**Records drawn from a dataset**
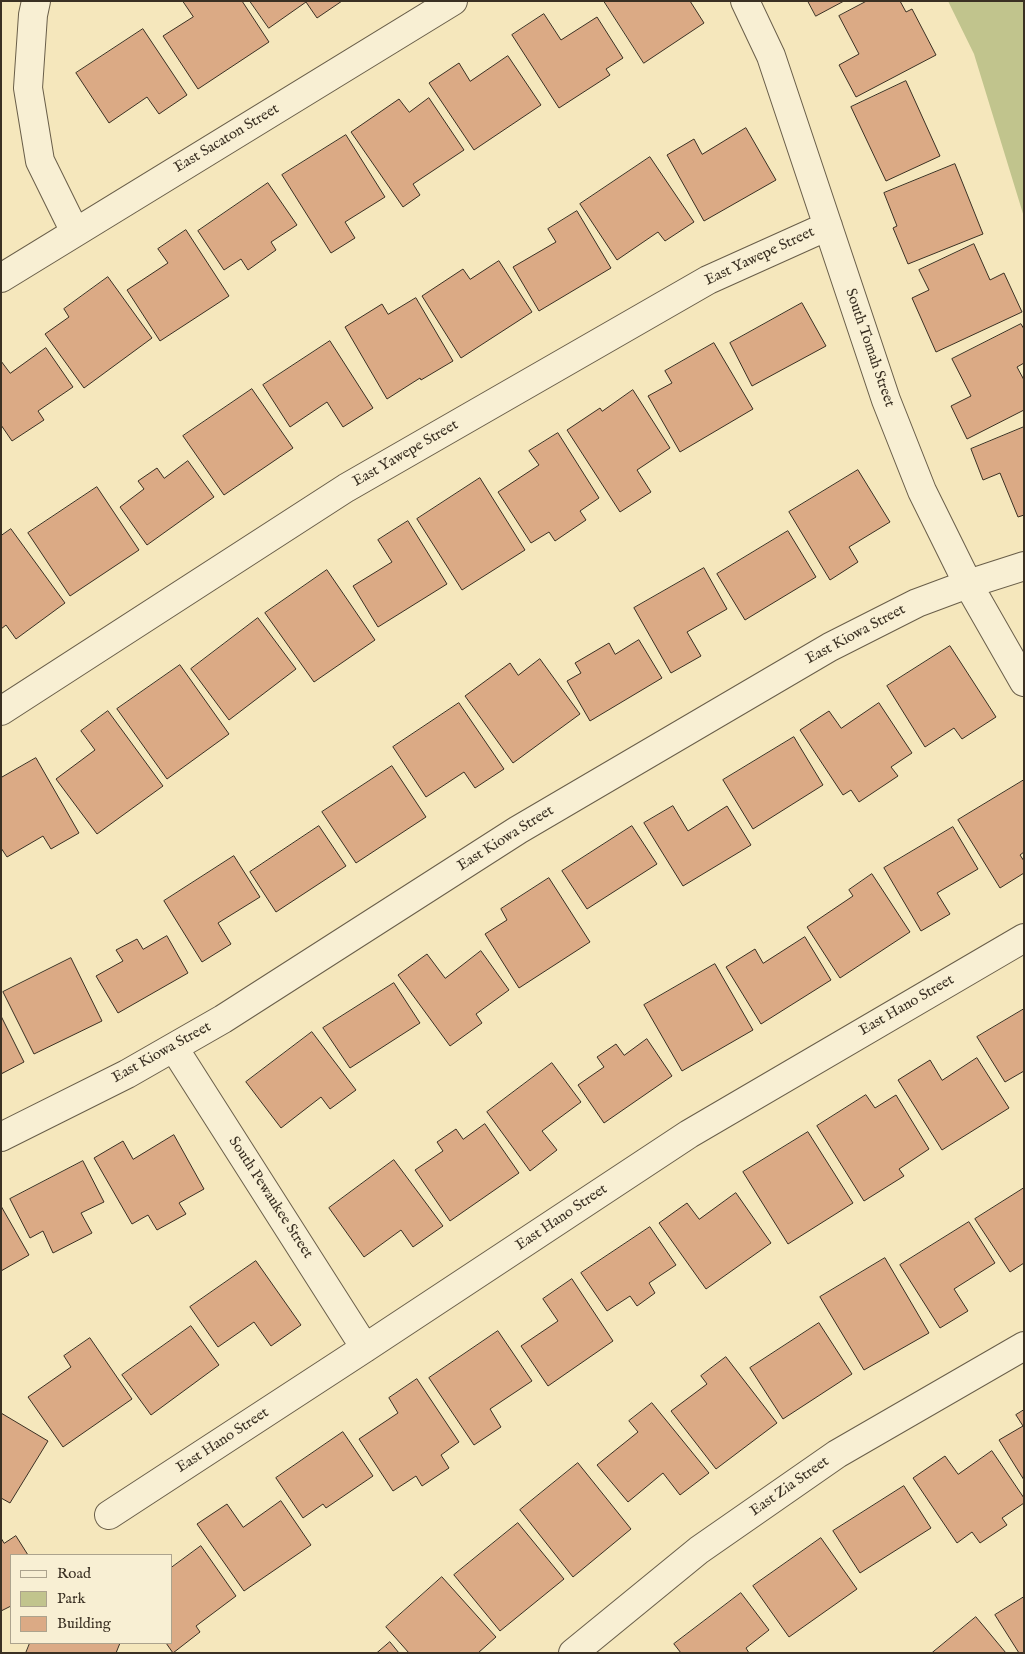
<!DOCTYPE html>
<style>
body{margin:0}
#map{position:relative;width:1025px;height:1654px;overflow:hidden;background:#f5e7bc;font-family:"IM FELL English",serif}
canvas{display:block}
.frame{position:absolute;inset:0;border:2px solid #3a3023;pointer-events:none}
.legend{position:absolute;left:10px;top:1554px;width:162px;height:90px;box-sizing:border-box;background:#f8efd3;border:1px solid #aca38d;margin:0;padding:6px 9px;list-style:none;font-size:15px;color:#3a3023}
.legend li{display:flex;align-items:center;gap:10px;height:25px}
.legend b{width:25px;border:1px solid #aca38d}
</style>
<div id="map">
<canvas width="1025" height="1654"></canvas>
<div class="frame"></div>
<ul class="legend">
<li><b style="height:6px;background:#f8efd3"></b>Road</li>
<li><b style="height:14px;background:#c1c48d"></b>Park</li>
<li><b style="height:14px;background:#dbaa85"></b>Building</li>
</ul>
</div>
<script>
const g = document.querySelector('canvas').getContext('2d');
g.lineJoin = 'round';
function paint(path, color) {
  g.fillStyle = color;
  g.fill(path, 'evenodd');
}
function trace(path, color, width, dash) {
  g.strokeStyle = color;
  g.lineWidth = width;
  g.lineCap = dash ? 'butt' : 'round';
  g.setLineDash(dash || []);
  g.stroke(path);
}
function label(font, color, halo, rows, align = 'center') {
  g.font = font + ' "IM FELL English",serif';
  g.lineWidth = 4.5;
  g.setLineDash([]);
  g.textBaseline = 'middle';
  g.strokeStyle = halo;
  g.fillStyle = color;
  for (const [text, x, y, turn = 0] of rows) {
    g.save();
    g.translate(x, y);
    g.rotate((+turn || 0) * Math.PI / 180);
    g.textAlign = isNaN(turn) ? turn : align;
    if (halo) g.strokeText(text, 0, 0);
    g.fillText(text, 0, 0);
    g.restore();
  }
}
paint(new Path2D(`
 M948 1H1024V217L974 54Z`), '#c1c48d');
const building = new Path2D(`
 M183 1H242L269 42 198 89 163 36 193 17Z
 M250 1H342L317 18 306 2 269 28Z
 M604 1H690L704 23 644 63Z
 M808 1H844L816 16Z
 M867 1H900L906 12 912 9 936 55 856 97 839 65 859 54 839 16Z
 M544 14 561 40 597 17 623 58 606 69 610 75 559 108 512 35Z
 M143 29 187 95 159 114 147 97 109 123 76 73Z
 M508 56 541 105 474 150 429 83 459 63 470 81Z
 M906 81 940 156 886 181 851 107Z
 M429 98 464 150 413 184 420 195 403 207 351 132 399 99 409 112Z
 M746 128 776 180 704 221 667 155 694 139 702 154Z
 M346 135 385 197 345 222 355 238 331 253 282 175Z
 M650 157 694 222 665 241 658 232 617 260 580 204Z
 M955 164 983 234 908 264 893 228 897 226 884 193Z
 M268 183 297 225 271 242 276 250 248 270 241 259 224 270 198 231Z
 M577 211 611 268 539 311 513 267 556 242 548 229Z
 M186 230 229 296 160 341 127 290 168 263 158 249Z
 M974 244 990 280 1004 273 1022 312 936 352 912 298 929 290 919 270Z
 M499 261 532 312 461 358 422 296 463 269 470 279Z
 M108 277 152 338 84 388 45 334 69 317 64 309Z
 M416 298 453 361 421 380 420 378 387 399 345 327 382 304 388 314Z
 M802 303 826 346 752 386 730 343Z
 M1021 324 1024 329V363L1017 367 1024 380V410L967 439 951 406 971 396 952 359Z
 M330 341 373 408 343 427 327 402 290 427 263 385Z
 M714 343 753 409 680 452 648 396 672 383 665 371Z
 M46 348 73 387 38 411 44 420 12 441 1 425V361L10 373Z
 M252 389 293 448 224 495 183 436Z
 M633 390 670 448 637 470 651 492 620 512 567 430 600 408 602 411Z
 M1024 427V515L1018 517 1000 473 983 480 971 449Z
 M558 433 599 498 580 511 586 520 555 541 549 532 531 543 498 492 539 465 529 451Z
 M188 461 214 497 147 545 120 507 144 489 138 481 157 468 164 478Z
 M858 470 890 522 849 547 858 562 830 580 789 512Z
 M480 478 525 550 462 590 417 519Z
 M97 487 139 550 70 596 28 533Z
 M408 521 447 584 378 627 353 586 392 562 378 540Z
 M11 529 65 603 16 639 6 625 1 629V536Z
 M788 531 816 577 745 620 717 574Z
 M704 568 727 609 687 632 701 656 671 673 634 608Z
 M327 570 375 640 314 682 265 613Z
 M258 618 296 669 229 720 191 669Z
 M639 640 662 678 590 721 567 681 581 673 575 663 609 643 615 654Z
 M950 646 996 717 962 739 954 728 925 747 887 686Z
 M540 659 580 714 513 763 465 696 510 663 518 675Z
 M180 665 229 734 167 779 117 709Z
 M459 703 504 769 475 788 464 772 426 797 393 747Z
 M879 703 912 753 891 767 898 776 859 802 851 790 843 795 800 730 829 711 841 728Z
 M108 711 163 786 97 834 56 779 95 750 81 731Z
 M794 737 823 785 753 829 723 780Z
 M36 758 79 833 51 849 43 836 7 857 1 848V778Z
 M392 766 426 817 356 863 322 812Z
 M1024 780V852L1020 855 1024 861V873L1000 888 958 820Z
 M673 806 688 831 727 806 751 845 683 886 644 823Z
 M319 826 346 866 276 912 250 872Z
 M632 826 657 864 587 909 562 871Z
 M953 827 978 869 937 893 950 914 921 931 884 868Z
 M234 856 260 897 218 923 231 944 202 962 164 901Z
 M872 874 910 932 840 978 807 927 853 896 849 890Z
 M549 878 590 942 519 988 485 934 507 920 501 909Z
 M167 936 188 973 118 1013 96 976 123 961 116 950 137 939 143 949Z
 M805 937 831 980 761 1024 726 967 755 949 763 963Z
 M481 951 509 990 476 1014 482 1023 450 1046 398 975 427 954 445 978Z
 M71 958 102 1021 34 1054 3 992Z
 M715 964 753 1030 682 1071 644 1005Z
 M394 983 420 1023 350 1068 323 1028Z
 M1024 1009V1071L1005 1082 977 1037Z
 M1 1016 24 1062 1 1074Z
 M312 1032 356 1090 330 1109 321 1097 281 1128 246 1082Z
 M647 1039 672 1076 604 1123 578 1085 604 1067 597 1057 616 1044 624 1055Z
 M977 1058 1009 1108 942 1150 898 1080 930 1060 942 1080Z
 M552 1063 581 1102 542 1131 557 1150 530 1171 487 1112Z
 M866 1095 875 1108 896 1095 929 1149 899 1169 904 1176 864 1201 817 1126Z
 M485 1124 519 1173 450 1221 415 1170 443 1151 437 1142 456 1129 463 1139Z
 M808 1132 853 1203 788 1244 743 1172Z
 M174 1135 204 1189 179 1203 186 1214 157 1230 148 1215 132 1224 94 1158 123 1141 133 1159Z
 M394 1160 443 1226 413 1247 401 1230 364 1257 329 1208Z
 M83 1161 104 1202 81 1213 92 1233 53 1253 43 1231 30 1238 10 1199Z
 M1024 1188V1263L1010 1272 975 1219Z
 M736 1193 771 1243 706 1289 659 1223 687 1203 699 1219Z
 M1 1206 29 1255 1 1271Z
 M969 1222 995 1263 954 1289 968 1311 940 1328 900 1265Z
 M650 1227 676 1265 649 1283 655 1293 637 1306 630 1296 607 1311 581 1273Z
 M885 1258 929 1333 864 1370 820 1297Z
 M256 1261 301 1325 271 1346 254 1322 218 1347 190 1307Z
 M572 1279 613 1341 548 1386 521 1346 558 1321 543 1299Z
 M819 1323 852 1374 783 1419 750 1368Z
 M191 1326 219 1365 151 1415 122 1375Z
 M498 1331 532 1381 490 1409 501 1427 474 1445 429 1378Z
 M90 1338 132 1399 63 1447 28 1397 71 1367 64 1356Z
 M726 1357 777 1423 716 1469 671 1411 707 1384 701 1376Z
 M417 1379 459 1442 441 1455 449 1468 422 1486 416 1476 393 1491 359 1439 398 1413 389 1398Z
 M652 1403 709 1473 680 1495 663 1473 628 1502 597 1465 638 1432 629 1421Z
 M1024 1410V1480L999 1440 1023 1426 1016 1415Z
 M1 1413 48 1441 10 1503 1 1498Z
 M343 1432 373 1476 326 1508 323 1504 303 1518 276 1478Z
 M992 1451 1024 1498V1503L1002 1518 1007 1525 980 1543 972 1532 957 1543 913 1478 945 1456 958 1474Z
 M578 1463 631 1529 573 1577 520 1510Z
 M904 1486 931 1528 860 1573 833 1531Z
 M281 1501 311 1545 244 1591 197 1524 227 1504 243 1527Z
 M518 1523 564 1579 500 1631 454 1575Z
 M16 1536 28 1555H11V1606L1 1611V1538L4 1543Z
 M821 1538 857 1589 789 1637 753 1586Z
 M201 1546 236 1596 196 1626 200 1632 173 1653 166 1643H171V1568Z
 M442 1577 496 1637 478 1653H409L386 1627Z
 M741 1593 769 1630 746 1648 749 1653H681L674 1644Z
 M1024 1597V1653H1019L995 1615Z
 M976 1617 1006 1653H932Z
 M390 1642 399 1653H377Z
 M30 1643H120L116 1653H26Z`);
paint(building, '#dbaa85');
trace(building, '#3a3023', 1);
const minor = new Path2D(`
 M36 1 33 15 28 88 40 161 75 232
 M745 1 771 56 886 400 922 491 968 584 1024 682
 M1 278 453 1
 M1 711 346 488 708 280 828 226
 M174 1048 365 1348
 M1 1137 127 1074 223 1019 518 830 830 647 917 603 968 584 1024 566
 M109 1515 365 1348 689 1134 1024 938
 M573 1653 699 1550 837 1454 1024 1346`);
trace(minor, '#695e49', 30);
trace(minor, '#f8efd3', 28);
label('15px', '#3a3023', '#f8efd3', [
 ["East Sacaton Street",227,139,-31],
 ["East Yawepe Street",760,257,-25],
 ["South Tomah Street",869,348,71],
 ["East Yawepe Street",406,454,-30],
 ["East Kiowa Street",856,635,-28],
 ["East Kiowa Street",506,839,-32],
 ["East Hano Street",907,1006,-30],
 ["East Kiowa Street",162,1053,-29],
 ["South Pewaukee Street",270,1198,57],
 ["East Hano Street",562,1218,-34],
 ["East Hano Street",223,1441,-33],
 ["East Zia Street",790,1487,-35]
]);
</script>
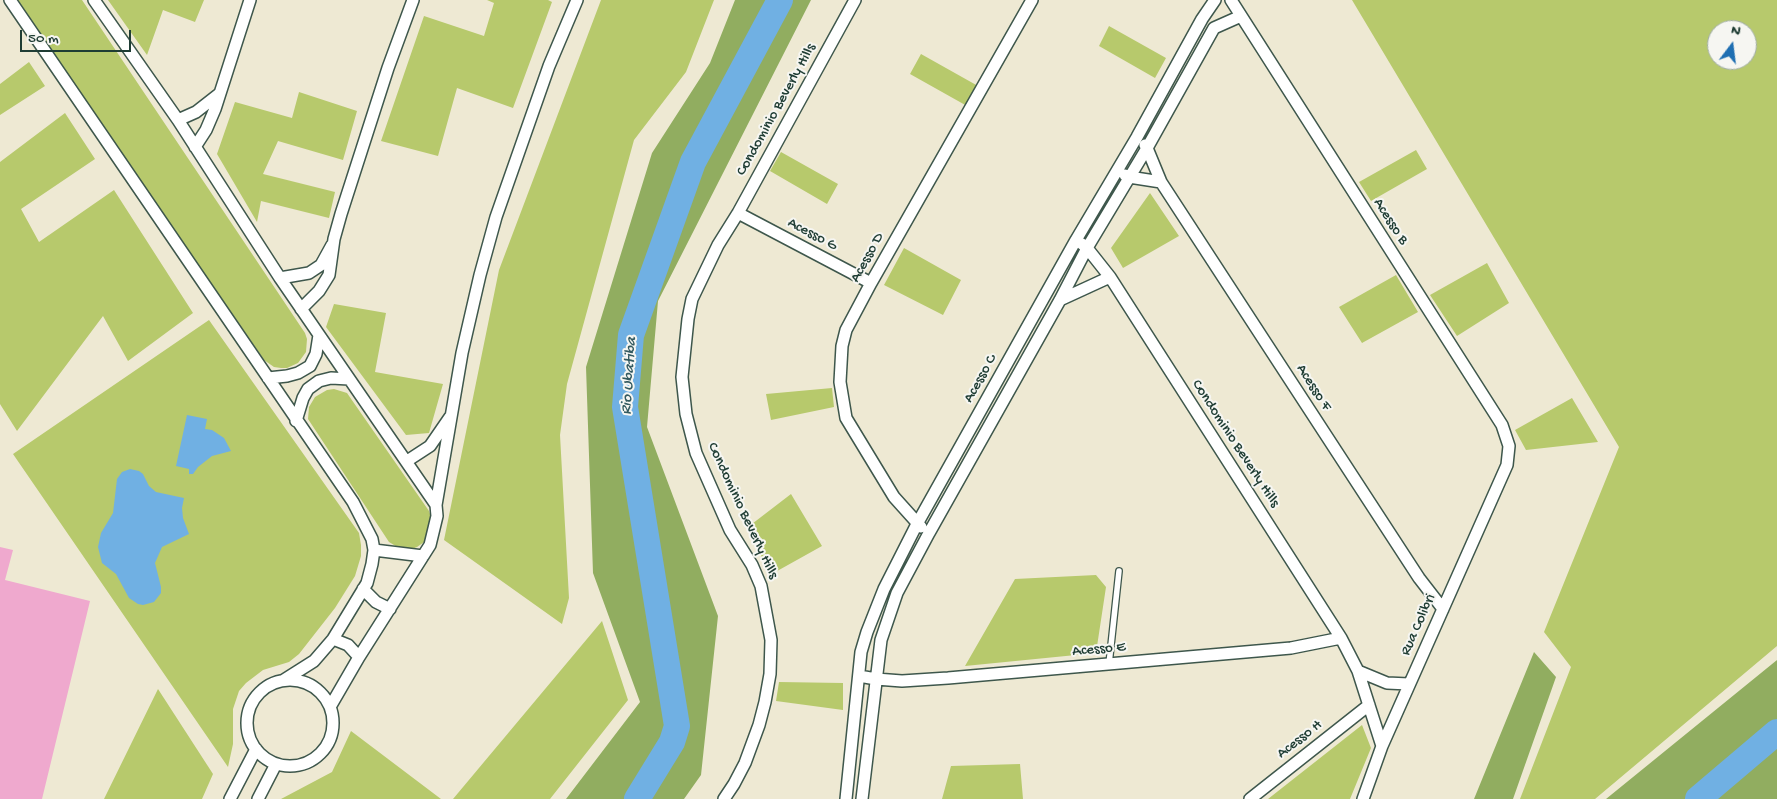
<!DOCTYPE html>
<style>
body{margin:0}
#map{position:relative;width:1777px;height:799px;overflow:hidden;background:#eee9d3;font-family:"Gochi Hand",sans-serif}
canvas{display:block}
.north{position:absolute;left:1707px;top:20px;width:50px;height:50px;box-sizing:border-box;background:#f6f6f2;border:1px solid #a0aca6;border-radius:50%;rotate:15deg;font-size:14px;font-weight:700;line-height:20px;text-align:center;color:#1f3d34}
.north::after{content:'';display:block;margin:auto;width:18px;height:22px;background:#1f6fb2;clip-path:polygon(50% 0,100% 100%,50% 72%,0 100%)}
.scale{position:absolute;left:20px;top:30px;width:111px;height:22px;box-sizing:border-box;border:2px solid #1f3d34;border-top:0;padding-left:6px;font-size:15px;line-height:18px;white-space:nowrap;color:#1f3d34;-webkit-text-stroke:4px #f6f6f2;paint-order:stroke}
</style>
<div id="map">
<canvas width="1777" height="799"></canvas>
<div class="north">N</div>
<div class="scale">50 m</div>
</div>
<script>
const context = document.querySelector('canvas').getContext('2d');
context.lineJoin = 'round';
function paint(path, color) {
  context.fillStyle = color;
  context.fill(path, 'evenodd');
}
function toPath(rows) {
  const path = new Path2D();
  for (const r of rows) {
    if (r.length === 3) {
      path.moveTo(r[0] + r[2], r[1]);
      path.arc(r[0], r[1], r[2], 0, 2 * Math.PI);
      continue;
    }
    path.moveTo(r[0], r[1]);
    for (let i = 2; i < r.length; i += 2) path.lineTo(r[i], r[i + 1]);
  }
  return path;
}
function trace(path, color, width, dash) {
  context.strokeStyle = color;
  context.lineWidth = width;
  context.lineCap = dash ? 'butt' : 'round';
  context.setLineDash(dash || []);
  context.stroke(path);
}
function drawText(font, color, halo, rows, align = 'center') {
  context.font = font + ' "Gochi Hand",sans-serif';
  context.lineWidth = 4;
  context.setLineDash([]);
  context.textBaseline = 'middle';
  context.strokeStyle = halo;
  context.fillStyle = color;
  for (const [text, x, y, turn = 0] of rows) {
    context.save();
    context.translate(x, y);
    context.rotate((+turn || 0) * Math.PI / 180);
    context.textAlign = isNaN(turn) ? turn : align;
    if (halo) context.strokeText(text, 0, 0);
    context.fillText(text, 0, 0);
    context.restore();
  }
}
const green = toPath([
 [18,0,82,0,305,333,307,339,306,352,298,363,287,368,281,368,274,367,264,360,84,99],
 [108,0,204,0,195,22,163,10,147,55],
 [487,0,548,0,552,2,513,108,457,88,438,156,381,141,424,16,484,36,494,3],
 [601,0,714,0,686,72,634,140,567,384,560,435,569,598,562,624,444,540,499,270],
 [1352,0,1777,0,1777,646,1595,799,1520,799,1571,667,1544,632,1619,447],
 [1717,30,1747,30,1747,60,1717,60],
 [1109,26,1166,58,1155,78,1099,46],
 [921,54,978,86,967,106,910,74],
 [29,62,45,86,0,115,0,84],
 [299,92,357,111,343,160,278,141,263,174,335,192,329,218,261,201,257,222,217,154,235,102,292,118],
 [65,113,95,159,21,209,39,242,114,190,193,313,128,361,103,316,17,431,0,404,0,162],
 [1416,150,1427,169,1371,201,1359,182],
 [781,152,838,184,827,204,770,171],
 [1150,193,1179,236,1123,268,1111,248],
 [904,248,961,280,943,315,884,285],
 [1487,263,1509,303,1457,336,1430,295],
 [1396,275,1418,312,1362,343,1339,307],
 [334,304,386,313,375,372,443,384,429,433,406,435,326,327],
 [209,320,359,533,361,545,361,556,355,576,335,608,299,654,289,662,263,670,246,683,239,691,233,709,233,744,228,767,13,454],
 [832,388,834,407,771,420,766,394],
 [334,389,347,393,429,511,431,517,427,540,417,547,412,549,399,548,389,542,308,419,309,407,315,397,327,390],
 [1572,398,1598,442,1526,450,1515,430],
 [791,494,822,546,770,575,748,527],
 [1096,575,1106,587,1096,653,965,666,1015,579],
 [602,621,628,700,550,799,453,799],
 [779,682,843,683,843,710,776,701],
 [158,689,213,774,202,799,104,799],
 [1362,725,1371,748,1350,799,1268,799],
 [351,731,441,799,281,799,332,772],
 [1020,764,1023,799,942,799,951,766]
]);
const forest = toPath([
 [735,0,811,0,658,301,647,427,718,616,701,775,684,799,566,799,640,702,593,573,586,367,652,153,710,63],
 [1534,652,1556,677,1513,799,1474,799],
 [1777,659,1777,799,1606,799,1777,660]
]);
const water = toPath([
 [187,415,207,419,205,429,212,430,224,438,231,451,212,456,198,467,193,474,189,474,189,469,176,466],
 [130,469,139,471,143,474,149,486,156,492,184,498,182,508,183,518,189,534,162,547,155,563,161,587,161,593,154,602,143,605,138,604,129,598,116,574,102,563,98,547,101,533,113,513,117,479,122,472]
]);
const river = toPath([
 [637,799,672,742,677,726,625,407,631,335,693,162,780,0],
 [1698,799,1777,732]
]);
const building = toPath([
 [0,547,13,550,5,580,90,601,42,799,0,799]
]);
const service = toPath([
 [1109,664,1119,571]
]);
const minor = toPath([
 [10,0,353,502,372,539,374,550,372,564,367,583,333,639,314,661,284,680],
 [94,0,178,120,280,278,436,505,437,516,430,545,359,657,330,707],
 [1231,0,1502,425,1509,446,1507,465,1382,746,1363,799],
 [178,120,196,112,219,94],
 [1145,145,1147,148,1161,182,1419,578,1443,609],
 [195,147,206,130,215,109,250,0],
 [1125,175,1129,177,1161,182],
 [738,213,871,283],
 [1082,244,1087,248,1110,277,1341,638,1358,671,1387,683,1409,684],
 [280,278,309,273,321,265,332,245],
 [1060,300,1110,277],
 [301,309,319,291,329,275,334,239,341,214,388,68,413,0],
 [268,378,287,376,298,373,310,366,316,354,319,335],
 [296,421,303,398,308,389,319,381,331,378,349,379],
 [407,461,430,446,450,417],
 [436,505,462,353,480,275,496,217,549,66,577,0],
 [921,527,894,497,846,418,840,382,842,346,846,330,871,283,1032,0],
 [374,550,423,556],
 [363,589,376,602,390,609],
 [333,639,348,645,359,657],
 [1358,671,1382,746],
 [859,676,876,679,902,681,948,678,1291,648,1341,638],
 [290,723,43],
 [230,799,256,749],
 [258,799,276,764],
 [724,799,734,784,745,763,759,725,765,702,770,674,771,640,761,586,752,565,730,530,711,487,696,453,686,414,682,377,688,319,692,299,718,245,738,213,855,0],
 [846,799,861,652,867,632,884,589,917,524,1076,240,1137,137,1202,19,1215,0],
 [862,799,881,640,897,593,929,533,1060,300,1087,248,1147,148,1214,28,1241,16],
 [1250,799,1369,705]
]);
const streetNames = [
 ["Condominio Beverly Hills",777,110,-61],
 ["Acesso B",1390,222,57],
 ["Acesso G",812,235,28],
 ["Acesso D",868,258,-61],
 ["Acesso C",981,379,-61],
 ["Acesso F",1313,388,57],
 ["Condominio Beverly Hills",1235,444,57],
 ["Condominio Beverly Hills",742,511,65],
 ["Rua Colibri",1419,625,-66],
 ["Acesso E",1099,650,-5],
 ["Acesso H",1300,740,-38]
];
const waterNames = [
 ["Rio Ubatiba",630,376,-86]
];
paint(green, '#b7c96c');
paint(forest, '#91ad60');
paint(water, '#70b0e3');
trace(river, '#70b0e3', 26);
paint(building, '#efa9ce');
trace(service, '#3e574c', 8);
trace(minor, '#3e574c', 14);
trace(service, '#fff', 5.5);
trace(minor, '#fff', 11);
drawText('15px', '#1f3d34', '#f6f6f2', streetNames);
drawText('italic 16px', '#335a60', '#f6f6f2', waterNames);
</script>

**WORK TO COMPLETE**
The records are given above. Copy each line in them that holds "lineCap".

**SOLUTION TO THE EXERCISE**
  g.lineCap = dash ? 'butt' : 'round';
  context.lineCap = dash ? 'butt' : 'round';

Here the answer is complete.